▶ [What is required] Below are the records; pull every line that includes "Serampang".

Stored data entries:

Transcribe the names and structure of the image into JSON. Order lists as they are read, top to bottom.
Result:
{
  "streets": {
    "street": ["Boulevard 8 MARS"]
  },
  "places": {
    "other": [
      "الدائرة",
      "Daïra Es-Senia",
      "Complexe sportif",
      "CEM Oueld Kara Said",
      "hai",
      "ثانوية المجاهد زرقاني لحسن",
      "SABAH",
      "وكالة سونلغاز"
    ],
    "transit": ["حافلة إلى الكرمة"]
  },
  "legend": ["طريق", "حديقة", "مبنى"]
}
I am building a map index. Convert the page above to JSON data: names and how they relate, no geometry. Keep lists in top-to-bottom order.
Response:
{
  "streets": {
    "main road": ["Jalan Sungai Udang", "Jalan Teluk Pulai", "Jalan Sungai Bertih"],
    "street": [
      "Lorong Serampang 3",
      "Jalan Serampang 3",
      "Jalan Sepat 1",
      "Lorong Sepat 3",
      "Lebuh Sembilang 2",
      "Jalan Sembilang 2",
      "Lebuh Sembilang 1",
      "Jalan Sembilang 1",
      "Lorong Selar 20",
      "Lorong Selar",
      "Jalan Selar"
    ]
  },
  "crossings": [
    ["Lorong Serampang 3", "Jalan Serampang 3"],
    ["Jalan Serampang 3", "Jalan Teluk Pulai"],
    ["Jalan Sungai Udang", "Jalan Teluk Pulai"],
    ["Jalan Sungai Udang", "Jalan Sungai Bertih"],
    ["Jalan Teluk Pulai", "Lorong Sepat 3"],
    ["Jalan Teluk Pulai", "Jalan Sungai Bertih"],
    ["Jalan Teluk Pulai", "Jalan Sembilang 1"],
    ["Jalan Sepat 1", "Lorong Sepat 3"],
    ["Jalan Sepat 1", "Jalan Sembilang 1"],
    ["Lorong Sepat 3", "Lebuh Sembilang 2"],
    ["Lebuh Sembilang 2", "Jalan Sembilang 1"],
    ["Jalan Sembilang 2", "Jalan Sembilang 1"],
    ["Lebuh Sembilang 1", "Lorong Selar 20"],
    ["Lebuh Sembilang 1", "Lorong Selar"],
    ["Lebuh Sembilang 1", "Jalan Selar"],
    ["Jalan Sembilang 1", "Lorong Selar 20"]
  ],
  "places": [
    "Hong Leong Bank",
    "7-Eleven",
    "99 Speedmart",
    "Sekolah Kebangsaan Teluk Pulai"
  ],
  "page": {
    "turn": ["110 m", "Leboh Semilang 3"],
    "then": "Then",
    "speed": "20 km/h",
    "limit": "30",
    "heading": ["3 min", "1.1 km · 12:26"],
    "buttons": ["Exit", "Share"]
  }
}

▶ [Response to the task]
      "Lorong Serampang 3",
      "Jalan Serampang 3",
    ["Lorong Serampang 3", "Jalan Serampang 3"],
    ["Jalan Serampang 3", "Jalan Teluk Pulai"],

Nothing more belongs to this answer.